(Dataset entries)

#####

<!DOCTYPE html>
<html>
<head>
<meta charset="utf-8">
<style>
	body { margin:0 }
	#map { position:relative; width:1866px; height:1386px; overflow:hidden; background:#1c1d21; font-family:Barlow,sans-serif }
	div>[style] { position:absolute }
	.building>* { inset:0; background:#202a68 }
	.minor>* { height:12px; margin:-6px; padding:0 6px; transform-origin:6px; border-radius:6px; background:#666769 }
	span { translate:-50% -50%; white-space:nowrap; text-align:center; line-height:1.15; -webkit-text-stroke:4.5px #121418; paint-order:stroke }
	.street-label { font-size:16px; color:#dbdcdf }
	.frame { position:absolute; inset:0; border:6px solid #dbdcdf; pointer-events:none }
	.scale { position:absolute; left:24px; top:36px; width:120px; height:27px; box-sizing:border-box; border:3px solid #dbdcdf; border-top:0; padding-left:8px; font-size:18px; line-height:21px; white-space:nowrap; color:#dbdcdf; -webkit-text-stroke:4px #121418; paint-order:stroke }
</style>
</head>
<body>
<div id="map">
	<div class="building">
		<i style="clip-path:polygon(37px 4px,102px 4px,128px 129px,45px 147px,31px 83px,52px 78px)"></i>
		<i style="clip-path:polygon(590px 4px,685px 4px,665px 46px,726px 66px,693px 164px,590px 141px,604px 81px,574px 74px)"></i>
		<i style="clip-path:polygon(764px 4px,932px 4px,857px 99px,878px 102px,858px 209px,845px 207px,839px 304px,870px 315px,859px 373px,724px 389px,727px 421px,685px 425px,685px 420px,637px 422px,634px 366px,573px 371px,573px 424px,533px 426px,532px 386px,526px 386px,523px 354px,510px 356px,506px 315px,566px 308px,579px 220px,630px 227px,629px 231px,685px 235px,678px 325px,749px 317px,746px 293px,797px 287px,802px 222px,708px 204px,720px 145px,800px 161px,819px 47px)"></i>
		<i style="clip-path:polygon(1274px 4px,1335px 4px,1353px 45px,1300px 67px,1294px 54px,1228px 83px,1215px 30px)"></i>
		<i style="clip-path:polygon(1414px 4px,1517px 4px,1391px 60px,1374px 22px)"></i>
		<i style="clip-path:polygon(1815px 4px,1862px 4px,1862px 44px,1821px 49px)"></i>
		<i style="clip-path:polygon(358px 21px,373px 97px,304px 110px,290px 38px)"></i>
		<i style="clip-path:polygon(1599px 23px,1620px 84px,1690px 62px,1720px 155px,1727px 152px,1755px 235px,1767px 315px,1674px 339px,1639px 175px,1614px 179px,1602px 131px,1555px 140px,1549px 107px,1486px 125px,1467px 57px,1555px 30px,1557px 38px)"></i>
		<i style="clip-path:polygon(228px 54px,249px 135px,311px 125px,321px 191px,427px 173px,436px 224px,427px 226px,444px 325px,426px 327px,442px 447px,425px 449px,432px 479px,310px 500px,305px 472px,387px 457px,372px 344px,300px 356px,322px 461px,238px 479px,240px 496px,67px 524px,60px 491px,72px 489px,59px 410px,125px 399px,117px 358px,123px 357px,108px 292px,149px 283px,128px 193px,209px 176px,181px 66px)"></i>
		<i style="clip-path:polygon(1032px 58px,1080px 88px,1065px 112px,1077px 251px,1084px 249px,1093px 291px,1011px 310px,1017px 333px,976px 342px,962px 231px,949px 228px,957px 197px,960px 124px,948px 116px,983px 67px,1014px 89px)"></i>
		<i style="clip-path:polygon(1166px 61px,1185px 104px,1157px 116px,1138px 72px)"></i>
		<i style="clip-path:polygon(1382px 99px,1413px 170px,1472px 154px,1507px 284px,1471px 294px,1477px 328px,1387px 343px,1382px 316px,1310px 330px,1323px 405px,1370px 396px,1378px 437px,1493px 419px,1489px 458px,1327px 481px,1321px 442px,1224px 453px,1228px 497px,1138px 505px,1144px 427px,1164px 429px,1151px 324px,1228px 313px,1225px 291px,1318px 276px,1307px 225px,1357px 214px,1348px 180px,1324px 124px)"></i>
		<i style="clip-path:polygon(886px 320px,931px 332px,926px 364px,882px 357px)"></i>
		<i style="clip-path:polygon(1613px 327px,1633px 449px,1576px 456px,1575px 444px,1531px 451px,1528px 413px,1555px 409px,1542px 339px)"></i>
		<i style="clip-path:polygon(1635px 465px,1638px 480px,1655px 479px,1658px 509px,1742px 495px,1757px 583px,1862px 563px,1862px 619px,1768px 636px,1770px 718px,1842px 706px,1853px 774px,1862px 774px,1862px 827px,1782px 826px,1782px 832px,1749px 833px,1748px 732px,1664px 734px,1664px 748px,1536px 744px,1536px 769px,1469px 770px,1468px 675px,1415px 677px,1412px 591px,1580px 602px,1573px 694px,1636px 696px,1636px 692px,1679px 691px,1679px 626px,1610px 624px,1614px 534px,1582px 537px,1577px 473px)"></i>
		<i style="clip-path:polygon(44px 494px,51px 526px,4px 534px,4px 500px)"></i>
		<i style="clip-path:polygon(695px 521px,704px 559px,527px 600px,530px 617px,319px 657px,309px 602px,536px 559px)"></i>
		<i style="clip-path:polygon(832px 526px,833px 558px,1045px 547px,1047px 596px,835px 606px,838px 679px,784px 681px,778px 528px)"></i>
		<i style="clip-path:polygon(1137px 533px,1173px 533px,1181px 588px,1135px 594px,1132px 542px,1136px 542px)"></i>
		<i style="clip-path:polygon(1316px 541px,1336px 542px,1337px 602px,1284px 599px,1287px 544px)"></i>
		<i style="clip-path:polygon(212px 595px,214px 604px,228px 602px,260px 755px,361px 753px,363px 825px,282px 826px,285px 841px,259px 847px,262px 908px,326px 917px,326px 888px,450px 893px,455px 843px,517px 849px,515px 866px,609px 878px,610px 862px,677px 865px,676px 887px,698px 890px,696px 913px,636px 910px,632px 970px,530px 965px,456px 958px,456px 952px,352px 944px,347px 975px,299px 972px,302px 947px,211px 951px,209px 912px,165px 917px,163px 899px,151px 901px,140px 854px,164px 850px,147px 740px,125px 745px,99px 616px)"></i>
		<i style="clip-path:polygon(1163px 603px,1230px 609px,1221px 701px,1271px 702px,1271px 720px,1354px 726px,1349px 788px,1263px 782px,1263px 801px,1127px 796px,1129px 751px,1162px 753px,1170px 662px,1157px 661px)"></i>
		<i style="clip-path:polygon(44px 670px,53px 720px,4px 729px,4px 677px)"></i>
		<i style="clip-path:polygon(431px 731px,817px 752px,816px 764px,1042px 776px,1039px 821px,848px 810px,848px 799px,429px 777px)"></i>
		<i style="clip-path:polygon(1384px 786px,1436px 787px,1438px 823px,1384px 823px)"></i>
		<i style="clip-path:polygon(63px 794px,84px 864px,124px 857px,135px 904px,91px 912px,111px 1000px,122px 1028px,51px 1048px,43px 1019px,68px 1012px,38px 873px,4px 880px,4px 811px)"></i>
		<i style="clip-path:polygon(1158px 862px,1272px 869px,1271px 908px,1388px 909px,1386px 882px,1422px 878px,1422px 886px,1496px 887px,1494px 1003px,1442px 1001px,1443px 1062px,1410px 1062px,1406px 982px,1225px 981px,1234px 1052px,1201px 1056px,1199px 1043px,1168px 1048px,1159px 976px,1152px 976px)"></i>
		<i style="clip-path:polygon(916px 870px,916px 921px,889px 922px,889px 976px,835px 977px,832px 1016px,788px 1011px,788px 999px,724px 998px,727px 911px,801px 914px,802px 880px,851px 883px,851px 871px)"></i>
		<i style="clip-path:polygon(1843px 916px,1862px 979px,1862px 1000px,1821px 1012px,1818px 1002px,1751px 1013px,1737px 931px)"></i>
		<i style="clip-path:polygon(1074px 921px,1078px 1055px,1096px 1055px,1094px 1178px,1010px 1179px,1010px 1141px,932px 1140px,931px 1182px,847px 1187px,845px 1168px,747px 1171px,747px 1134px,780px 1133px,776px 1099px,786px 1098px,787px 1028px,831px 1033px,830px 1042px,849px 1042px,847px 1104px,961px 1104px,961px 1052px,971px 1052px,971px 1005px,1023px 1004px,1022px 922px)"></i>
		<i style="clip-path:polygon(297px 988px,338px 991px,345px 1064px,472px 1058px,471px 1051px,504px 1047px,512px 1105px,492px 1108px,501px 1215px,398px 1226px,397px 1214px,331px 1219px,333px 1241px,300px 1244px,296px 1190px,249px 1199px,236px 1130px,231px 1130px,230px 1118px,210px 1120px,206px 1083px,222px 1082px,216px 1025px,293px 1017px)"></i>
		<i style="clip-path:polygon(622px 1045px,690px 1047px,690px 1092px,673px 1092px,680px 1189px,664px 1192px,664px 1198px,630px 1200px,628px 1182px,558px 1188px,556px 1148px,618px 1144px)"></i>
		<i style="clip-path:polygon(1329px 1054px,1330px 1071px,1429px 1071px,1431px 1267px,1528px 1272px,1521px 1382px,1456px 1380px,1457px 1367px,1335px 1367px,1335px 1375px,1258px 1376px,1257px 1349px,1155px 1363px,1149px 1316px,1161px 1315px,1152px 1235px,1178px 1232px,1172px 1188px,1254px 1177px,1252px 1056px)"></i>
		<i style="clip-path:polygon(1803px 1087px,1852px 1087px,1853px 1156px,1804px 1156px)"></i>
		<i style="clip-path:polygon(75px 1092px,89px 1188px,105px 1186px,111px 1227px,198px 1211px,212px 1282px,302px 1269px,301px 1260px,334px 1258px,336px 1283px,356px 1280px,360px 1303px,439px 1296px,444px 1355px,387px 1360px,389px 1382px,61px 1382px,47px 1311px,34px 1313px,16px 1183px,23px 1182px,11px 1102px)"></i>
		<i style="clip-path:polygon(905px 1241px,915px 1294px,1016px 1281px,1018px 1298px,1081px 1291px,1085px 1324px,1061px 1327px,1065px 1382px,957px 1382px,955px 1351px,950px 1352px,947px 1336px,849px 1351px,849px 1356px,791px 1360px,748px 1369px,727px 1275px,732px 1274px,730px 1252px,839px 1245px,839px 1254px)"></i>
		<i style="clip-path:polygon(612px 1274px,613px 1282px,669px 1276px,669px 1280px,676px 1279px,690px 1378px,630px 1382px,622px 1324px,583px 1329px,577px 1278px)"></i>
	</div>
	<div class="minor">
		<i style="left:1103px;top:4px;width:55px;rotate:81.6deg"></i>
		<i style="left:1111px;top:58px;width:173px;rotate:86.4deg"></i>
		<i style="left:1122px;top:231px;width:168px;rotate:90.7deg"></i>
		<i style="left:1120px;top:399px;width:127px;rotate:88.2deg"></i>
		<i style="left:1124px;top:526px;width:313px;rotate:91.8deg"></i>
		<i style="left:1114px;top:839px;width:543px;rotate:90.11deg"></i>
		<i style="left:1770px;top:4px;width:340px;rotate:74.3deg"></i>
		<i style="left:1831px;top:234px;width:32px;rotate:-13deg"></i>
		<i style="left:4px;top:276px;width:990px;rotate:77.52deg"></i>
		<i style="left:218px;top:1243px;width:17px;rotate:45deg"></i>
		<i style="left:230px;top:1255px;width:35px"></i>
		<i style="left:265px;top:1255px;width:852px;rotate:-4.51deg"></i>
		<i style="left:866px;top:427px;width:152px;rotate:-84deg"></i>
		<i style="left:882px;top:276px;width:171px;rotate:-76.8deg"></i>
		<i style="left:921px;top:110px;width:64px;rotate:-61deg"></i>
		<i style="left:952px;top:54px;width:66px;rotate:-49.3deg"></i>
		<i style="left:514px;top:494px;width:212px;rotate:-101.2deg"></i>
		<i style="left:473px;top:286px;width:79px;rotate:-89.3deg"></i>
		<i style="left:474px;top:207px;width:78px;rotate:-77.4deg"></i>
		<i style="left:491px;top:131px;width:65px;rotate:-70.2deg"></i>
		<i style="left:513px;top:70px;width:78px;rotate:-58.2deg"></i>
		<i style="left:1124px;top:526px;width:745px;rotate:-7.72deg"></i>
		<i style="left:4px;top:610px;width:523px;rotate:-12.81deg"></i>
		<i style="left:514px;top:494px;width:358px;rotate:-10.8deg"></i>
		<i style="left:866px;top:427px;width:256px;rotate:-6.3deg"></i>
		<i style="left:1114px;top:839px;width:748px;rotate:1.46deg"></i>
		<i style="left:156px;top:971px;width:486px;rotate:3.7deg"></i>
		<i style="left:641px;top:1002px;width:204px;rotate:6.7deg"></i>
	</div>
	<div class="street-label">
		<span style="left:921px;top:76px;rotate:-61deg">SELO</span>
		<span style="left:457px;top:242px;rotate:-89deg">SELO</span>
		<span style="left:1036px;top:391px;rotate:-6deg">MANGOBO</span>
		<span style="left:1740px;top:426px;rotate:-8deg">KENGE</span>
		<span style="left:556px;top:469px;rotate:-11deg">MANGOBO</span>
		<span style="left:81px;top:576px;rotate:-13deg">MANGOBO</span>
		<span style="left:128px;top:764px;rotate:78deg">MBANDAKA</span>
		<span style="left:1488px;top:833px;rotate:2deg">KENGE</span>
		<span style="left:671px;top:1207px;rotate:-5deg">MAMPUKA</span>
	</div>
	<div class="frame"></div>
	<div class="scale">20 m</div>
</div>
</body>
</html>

#####

Copy the records above faithfully. Begin at their first line, end at the line containing "position:relative; width:1866px; height:1386px;", and include nothing else.

<!DOCTYPE html>
<html>
<head>
<meta charset="utf-8">
<style>
	body { margin:0 }
	#map { position:relative; width:1866px; height:1386px; overflow:hidden; background:#1c1d21; font-family:Barlow,sans-serif }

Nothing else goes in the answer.